What you have to do — Could you copy each line of the listing below that has the word "show"?

Start of Excerpted data

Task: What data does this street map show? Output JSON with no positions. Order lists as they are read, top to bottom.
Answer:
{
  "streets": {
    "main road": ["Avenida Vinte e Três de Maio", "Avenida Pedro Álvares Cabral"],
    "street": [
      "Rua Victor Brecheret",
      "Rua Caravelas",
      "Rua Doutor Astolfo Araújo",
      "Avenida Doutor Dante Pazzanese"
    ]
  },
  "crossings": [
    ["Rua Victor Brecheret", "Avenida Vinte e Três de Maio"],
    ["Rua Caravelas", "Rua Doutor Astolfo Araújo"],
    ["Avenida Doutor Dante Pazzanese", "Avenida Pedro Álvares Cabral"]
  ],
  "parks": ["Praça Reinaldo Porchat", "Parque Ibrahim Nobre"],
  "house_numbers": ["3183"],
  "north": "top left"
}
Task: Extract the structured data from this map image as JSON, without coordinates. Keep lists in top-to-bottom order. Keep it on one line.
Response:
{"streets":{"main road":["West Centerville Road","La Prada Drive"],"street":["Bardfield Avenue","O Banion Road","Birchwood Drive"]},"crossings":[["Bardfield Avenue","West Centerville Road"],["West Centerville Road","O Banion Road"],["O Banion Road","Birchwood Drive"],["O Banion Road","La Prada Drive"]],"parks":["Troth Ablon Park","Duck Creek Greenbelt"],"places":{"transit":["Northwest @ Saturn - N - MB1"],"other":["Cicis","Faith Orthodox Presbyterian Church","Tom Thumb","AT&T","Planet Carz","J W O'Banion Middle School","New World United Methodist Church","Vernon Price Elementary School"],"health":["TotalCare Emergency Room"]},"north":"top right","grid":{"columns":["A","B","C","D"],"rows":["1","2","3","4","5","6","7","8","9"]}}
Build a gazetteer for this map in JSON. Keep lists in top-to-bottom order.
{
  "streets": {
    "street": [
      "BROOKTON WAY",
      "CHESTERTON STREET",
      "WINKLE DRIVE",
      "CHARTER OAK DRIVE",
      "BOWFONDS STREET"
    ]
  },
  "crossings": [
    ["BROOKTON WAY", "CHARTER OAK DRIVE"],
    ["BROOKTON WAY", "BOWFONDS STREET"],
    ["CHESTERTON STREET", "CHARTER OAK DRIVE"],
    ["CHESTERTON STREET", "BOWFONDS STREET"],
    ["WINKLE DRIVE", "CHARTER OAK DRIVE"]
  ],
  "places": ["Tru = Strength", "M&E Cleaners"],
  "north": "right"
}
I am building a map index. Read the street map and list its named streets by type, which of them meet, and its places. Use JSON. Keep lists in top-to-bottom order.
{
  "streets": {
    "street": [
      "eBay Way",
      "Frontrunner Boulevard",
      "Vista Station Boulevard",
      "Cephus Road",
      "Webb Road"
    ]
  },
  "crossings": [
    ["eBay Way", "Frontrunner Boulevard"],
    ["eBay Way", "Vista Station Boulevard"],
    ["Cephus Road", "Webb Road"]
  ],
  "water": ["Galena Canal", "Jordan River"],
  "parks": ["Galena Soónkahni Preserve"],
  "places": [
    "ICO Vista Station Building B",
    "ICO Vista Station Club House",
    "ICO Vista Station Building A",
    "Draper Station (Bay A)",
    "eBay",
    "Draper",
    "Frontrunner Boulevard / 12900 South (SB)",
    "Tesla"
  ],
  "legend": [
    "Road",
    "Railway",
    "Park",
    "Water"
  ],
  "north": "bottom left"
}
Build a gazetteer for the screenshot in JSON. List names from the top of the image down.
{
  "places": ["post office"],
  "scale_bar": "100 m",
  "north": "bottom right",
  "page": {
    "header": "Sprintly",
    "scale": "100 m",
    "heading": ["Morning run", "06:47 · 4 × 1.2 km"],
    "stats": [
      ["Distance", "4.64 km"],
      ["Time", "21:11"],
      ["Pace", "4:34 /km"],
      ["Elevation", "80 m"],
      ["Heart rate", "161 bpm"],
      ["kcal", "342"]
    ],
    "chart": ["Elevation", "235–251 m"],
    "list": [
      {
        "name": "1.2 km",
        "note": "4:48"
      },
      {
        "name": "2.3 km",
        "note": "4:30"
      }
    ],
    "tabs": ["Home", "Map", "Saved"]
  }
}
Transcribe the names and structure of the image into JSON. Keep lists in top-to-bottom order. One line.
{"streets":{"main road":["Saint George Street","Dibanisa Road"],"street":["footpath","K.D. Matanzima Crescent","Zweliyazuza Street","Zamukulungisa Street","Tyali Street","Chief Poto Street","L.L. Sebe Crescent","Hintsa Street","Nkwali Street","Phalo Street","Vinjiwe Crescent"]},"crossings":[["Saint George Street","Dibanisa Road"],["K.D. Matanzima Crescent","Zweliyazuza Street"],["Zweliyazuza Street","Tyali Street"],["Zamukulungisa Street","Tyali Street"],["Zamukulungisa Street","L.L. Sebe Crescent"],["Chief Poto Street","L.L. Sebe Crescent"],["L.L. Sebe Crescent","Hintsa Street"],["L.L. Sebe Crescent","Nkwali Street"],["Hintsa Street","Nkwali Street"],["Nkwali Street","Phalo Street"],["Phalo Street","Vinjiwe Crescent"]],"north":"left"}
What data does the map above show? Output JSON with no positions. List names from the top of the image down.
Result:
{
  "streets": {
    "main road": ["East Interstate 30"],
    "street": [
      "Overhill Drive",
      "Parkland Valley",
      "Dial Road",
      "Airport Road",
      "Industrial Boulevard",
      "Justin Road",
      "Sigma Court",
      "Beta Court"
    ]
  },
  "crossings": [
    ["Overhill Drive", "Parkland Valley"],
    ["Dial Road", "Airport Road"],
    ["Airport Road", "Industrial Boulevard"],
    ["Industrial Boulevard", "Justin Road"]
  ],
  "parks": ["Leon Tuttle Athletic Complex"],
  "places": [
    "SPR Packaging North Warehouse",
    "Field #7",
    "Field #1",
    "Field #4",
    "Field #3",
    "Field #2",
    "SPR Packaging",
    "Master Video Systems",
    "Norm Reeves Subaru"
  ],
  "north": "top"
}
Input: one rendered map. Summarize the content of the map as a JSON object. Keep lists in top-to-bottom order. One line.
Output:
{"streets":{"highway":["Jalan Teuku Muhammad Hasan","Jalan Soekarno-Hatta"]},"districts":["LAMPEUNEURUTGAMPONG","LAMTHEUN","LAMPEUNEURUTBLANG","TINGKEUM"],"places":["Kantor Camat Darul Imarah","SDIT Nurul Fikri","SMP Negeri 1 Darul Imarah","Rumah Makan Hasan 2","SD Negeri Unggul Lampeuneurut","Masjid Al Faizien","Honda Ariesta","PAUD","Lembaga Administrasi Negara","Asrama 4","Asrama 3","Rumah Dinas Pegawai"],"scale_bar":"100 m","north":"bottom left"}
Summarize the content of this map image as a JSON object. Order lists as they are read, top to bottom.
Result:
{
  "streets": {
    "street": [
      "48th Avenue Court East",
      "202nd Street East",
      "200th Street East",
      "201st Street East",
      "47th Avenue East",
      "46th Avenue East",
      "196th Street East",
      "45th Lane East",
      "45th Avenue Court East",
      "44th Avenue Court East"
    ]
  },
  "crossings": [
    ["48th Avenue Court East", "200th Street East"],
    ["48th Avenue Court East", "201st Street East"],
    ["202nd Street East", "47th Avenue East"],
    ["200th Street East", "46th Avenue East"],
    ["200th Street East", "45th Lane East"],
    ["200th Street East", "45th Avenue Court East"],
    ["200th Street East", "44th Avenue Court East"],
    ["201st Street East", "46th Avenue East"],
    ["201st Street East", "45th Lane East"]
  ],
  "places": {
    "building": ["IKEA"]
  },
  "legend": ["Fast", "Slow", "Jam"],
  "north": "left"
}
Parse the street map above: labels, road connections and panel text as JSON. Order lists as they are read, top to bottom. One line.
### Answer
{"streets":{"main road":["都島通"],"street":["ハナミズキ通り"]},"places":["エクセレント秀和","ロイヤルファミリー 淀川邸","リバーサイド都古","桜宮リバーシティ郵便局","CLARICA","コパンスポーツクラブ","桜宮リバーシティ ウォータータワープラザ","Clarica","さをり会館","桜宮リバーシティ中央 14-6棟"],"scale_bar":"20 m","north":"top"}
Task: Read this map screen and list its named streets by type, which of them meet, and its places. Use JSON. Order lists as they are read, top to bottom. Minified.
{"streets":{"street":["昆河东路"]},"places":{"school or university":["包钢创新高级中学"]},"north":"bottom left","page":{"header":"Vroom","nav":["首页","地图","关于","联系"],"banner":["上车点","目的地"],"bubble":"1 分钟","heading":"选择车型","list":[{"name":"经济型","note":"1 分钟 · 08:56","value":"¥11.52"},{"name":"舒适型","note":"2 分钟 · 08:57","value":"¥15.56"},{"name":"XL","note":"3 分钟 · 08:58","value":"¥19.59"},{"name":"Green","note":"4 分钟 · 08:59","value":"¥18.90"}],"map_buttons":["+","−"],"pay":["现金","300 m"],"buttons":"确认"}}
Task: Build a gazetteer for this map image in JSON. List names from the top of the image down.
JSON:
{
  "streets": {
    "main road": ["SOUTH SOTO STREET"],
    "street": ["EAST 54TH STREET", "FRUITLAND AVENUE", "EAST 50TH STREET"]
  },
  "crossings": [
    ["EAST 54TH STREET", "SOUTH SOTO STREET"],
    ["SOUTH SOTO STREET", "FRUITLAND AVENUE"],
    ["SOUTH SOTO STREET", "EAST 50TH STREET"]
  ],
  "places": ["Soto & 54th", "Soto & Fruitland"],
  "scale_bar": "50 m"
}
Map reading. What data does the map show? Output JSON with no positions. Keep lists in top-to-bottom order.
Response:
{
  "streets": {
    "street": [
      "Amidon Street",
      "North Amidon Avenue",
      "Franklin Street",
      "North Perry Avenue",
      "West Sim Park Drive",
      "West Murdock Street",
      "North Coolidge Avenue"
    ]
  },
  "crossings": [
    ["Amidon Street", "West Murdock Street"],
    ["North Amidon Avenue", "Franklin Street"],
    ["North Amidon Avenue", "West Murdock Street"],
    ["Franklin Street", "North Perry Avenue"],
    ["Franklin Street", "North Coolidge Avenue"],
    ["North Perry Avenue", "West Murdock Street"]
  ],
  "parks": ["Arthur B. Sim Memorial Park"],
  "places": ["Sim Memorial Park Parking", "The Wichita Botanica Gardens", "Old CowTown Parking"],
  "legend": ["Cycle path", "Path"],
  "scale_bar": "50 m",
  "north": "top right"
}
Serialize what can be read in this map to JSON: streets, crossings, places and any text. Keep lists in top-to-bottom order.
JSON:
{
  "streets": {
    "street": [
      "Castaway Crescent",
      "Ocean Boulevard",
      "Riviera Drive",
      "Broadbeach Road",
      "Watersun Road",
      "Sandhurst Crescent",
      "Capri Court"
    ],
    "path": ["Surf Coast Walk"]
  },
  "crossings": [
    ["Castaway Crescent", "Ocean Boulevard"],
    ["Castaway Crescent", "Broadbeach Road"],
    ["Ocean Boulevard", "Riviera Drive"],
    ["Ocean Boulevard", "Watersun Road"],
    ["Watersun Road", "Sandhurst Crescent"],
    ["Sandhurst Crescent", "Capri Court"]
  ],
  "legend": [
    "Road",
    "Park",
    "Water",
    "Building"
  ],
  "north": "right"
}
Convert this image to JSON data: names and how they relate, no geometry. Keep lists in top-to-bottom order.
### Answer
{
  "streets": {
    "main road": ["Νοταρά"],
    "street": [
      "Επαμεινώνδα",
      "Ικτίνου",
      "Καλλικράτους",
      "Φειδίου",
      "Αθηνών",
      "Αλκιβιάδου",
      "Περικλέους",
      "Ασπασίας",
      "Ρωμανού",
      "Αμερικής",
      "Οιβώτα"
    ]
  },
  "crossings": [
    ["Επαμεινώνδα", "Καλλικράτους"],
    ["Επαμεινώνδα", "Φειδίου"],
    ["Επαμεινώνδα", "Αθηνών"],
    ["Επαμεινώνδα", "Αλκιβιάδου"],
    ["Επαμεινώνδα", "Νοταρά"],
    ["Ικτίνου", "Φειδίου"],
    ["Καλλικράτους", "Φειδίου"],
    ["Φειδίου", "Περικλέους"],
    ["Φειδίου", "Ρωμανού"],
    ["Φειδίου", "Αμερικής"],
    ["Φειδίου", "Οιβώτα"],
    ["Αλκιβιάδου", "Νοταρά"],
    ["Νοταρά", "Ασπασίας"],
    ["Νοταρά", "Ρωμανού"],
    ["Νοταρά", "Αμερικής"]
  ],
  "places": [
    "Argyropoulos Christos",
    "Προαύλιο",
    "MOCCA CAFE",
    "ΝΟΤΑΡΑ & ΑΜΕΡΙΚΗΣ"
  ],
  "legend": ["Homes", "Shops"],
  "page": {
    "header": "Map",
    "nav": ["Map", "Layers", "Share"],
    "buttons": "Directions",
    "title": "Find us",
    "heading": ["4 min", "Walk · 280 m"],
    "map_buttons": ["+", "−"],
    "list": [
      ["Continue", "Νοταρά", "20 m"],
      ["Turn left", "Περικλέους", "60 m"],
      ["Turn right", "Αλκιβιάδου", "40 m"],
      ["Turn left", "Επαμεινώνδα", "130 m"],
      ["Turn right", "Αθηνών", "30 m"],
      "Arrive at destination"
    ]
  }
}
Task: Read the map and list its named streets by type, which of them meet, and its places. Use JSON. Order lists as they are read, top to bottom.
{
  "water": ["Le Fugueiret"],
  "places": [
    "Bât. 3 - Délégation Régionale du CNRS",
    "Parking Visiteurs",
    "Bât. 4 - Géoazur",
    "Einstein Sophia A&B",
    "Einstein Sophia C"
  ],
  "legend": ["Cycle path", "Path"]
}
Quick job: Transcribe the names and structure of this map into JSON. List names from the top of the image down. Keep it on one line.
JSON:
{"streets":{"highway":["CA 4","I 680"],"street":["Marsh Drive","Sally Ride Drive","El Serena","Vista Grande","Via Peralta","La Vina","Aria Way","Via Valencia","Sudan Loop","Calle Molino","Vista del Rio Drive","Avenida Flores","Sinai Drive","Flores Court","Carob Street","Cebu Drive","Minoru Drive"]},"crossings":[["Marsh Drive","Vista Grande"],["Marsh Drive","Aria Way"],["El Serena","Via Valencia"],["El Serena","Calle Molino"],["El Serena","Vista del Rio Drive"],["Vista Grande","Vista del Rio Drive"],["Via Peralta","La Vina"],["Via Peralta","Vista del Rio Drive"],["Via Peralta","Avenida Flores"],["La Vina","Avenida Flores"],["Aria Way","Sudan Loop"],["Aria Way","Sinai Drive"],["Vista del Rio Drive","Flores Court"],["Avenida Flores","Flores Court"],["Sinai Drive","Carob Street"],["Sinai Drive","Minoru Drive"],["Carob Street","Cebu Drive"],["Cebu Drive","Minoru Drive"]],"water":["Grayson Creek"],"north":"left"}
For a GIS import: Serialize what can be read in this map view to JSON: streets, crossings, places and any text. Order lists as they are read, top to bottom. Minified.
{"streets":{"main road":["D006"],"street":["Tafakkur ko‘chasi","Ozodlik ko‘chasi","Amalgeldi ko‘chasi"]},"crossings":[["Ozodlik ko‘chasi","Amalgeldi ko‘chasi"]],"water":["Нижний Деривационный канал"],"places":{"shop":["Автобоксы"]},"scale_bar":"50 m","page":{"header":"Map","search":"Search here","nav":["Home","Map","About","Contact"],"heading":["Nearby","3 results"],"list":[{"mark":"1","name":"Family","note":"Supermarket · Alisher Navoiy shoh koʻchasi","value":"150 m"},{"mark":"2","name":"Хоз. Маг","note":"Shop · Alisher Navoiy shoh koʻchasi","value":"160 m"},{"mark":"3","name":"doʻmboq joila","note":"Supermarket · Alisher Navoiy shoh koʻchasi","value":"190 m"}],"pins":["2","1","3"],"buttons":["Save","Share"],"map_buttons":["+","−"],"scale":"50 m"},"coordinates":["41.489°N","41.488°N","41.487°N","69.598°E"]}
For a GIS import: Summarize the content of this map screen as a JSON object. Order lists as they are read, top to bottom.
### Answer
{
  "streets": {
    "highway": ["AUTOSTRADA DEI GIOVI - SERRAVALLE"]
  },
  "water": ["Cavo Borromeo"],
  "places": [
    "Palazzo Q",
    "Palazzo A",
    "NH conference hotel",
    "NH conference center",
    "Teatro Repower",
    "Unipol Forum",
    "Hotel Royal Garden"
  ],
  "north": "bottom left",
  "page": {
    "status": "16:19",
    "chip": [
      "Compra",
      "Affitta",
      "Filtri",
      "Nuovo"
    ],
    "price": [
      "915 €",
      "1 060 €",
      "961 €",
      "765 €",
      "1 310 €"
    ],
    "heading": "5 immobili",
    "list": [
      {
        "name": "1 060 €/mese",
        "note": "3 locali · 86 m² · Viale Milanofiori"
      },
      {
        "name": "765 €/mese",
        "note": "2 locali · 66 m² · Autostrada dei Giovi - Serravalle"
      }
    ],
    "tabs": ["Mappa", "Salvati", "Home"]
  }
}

End of Excerpted data

Answer —
Task: What data does this street map show? Output JSON with no positions. Order lists as they are read, top to bottom.
What data does the map above show? Output JSON with no positions. List names from the top of the image down.
Map reading. What data does the map show? Output JSON with no positions. Keep lists in top-to-bottom order.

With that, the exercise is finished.